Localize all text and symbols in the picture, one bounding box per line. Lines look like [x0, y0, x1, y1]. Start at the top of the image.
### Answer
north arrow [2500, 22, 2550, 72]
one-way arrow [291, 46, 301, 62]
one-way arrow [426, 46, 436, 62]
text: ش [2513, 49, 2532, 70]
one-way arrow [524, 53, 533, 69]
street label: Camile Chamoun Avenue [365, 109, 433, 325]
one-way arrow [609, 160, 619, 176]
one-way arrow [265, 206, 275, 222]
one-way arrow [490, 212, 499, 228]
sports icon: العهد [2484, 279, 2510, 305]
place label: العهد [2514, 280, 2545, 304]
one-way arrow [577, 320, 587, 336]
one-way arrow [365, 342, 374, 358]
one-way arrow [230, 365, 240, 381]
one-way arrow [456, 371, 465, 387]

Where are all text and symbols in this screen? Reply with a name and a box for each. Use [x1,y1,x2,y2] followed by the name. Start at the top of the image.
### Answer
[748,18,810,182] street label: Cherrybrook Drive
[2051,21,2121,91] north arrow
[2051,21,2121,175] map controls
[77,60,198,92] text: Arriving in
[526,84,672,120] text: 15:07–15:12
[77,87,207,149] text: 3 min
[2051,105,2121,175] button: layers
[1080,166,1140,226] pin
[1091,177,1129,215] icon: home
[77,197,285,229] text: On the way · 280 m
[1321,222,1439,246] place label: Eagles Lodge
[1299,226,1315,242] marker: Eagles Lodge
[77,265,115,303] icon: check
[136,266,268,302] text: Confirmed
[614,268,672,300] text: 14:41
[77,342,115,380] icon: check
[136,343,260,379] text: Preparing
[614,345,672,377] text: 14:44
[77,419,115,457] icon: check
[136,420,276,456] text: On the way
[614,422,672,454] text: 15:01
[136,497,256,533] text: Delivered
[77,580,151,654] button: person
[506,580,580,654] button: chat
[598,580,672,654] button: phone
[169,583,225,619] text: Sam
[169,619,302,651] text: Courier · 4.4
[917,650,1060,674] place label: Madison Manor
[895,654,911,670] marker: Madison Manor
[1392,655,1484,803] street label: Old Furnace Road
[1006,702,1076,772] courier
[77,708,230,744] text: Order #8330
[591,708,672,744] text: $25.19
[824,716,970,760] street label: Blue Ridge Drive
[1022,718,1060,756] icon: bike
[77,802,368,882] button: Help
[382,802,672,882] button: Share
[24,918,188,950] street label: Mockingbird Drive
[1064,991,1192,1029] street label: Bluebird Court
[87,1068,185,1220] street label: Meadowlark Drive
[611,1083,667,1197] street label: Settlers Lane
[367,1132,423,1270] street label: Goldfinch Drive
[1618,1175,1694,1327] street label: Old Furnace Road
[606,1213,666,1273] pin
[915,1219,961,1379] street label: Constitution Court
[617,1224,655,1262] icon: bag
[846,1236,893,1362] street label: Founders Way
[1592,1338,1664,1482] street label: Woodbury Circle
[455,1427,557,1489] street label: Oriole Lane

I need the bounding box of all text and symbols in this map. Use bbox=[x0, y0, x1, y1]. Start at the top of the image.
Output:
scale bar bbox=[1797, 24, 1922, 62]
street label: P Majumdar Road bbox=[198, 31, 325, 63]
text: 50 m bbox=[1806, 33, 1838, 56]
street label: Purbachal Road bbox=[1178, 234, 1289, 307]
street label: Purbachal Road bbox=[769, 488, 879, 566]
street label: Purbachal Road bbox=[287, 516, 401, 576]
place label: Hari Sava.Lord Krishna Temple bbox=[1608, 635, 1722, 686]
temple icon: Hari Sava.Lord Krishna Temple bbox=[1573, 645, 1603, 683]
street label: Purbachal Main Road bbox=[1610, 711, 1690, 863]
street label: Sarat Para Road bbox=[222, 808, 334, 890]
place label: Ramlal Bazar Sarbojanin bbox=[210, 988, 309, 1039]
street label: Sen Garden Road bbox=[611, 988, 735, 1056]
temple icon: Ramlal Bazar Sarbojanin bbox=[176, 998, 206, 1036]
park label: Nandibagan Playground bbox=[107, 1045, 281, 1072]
......
REQUIRED ACTION: Look over the material above and report each line holding "Sarbojanin".

THE COMPLETED TASK:
place label: Ramlal Bazar Sarbojanin bbox=[210, 988, 309, 1039]
temple icon: Ramlal Bazar Sarbojanin bbox=[176, 998, 206, 1036]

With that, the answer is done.